Justin Greenwood is an artistic talent that I keep tabs on. I’ve digested too much art in my life to say that I love every little bit of art he does, but when he’s on top of his game, he’s really on top of his game. Nowhere is that illustrated more (pun) than in the opening which is the artwork alone. A silent man walks with his horse towards a castle. Form the looks of it the horse is carrying a lot of materials. Are these the man’s possessions or is he a merchant of some kind? At this point Greenwood’s artwork lets us wonder before Walker’s story kicks in.
After the man reaches the town we transition from the rain to the comfort of the indoors. We quickly learn the lay of the land. The castle has lost it’s King to war, his only child, a girl, is set to be married to a cruel man that will likely give her an existence in which she’ll wish for death. It’s a bleak outlook for her. Meanwhile, our lone man heads to the local bar, because that’s what you do when you roll into town with a parched throat. He instantly runs into trouble as his look is recognizable to the shit bag that’s about to marry a child and claim the throne. That is not the end of the drama though.
Depending on the pool of stories you’re sampling from, the twists of this story aren’t entirely new or surprising. It’s still a good twist to the story that will bring at least me back for another issue. There is still a certain amount of disbelief that you’ll need to suspend. Otherwise, you’ll end up asking “what if” questions left, right and center. Even still, Walker does a great job with the pacing of the story and with trusting Greenwood to drive the story with the artwork. The parts that could be considered exposition are believable in their execution because the two characters giving all the information are racking their heads on how to deal with their predicament. One of them is sympathetic to the new Queen’s situation, while the other is more concerned about keeping his own life. Their discussion presented us with all the information we need to understand everything happening in this city.
Greenwood’s artwork is very strong. The action flows nicely and avoids confusing the reader. There are a lot of subtle inclusions that I don’t want to mention for fear of revealing too much, but they certainly add a level of mystery to the overall story. They’re not mentioned in the narration, and so the art is the only place where we can pick up clues. Again, it shows the trust Walker has for Greenwood, but furthermore, it shows Greenwood’s talent.

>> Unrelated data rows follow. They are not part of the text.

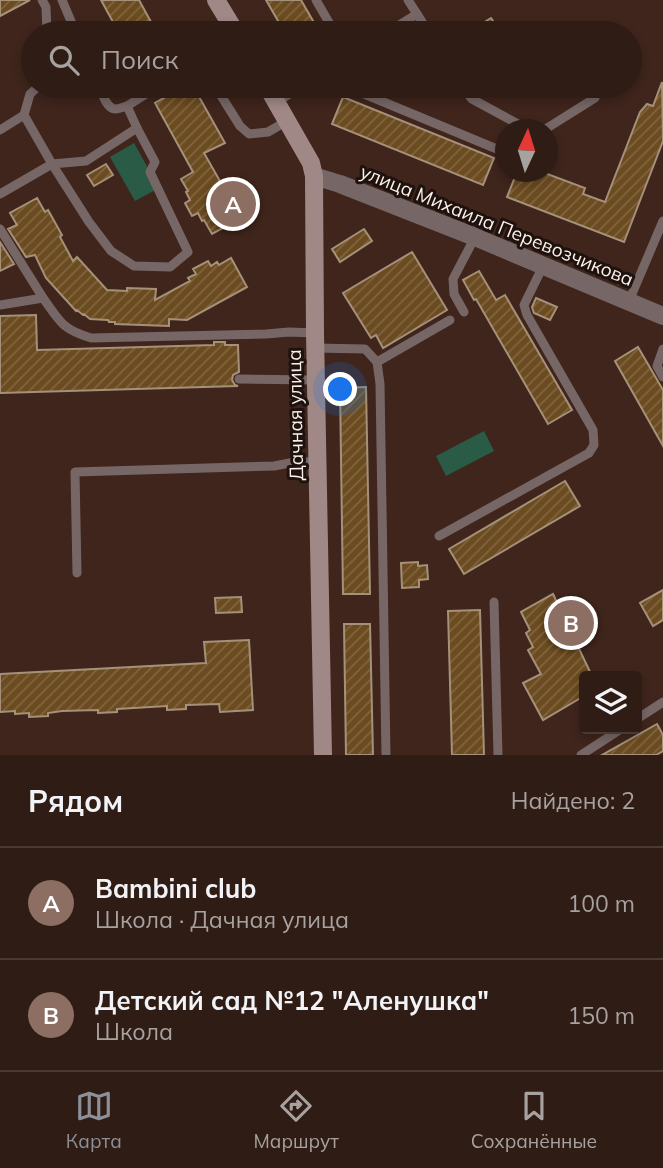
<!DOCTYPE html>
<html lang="ru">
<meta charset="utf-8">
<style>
:root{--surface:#2f1c15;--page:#37251e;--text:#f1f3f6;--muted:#a7a1a0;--line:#4a3a34;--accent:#8c9099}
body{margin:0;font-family:Mulish,sans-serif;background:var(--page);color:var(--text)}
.controls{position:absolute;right:21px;bottom:21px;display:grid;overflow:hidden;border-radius:7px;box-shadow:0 4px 10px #0003}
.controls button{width:63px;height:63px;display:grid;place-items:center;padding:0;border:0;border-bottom:2px solid var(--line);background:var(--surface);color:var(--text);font:35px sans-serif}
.compass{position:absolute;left:495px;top:119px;width:63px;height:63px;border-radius:50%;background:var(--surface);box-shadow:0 4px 10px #0003;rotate:4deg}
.you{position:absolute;left:341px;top:390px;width:24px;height:24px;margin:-18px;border:5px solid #fff;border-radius:50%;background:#1a73e8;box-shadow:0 0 0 10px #1a73e833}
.badge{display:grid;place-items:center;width:46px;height:46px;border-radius:50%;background:var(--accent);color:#fff;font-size:23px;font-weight:700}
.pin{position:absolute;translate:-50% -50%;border:4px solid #fff;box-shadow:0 2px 7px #0006}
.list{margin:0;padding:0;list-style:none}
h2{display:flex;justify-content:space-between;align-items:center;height:91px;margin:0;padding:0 28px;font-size:30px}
h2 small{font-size:23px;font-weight:400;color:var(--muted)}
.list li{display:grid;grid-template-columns:46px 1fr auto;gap:21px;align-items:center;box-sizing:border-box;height:112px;padding:0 28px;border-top:2px solid var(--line)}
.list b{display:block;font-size:26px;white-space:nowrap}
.list p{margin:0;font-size:23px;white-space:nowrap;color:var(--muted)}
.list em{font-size:23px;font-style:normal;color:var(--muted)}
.icon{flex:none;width:38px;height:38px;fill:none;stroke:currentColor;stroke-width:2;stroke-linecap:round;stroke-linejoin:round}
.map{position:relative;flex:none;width:663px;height:755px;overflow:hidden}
.search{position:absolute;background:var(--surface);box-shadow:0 4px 10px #0003;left:21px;right:21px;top:21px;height:77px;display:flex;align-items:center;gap:18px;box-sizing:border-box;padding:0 24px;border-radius:38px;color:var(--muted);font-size:26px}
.sheet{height:315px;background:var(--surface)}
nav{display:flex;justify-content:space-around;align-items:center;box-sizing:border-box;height:98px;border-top:2px solid var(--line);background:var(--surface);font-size:19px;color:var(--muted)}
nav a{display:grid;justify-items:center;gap:4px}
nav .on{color:var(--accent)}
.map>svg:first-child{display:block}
.grass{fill:#295b47}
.building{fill:url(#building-hatch);stroke:#a59179;stroke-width:2}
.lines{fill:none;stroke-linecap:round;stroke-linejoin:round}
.lane{stroke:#766766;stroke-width:9}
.street{stroke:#766766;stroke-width:18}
.secondary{stroke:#9f8886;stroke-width:18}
.labels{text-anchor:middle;stroke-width:6;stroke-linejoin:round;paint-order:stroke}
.street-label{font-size:19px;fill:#fdefe9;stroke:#1d120e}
</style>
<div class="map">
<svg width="663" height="755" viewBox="0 0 663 755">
<defs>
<pattern id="building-hatch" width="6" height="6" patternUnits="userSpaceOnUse" patternTransform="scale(1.75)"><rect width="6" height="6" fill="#6b4b20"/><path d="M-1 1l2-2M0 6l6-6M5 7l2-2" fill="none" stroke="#816540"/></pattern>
</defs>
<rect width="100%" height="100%" fill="#3f251c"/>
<g class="grass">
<path d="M134,143L159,188L135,201L110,157Z"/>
<path d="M484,431L494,451L446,476L436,456Z"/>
</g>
<g class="building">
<path d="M0,0H30L0,16Z"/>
<path d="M101,0H139L157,33H119Z"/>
<path d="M266,0H301L320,33H285Z"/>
<path d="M491,18L501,33H467Z"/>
<path d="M662,82L663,141L624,242L507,197L517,172H542L585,188L583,194L605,202L640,112L647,104L653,106Z"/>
<path d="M185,86H193L225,143L204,153L241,218L212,234L204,220L202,221L198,213L192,216L185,203L190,200L186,192L188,191L181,179L193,172L155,103Z"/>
<path d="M343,97L494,158L483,185L332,124Z"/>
<path d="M106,164L113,175L94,186L87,175Z"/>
<path d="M37,198L45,212L48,210L62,235L60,237L73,261L77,257L107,290L127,291V288L156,289L155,300L190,281L188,278L196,274L193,269L208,261L211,266L217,262L219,265L231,258L247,287L187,320L169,319V326L115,324V322H109L108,320L90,319L84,314L83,315L77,310L76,311L46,278L35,255L26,257L8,229L17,225L10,213Z"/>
<path d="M364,229L372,241L340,262L332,249Z"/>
<path d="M0,242L14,264L0,271Z"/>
<path d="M412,252L447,310L383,348L376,335L371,338L343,293Z"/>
<path d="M479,271L496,300L505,295L572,410L548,424L476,299L474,300L463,280Z"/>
<path d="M536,298L557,307L550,320L534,313L532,307Z"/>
<path d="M36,315L37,350L214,345V342H225V345H238L239,372L233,375L232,380L235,385L238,386L0,393V316Z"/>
<path d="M638,347L663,390V446L615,361Z"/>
<path d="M366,387L370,594H343L340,388Z"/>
<path d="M565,481L580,506L464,574L449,549Z"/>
<path d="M418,562V566L427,565L428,579L419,580V587L402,588L401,563Z"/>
<path d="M663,590V620L653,626L640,603Z"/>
<path d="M553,594L592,676H584V696L543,720L523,683L541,674L528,650L533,647L526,633L530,630L521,612Z"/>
<path d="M241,597L242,612L216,613L215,598Z"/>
<path d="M480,610L484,755H452L448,611Z"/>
<path d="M344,624H370L373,755H346Z"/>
<path d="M249,640L253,710L220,712L219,704L186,705V709L167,710V706L117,709V712L98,713V710L62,711L48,713V716L29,717V713L15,714V711L0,712V674L206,663L204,642Z"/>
<path d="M657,724L663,735V751L656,755H602Z"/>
</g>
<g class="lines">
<g class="lane">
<path d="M42,0L46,7L47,33"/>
<path d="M62,0L76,33"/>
<path d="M316,0L335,33"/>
<path d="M408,0L417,14"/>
<path d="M386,33L417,14L429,33"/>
<path d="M99,86C102,93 106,108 115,109C119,109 123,107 127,106"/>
<path d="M215,86L240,126L249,134L268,132L287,121"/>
<path d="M345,86L504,152"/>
<path d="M461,86L472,99L529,130"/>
<path d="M277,102L302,86"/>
<path d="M24,115L30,94L39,86"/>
<path d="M137,128L155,162L150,172L188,252L170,267L134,266L111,251L89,222L52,164L86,161Z"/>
<path d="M137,128L127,106L159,86"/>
<path d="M0,130L24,115L52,164L0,194"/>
<path d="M544,130L595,98"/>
<path d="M0,229L43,298"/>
<path d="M629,301L663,221"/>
<path d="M0,305L43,298C60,321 61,329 91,338L266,334L289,332L315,333"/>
<path d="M464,312L454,294L453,279L475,237"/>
<path d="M315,348L365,349L377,362L380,384L386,755"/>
<path d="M663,349L657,366L663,377"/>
<path d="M377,362L450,320"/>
<path d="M239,379L316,380"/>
<path d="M439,536L589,453L594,445L593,430L527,315L524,305L543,266"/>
<path d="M77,573L75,472L274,466L295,462H317"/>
<path d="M494,602L498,755"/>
<path d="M637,719L663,702"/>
<path d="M581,755L621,729"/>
</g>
<path class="street" d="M314,176L340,184L475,237L663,316"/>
<g class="secondary">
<path d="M216,0L236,33"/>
<path d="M267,86L311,163L314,176L315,333L323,755"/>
</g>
</g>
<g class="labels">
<g class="street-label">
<text transform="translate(497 225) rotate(22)" y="7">улица Михаила Перевозчикова</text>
<text transform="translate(295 415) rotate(-91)" y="7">Дачная улица</text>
</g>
</g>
</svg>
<div class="controls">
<button><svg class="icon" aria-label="layers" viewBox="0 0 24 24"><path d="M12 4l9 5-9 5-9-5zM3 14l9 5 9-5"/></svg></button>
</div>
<svg class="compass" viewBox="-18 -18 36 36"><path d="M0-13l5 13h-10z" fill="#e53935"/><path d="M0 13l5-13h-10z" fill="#a7a1a0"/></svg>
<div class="you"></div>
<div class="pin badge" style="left:233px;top:204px;background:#8d6e63">A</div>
<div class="pin badge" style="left:571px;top:623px;background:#8d6e63">B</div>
<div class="search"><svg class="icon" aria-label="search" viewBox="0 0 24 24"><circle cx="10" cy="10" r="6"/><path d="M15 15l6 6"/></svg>Поиск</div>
</div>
<section class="sheet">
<h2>Рядом<small>Найдено: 2</small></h2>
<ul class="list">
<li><span class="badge" style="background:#8d6e63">A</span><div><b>Bambini club</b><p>Школа · Дачная улица</p></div><em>100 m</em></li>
<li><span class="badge" style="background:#8d6e63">B</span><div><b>Детский сад №12 &quot;Аленушка&quot;</b><p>Школа</p></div><em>150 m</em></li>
</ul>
</section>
<nav>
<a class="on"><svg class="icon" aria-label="map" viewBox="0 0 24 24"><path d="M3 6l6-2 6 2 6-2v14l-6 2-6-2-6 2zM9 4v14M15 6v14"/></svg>Карта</a>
<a><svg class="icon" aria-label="directions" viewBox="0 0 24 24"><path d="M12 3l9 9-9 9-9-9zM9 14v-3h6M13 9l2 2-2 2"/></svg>Маршрут</a>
<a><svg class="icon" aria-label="saved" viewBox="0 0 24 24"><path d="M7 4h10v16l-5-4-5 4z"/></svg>Сохранённые</a>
</nav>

It’s a strong first issue. The setting is interesting and the seemingly random clues that we’re given makes it seem as if The Last Siege is set in an alternate timeline of history. Further reading is needed in order to figure out everything presented in the first issue. While the twist was predictable for me, it’s still a great twist that is sure to bring others back. I’ll be waiting for you to read it so that we can discuss it, because I desperately need someone to talk to about The Last Siege.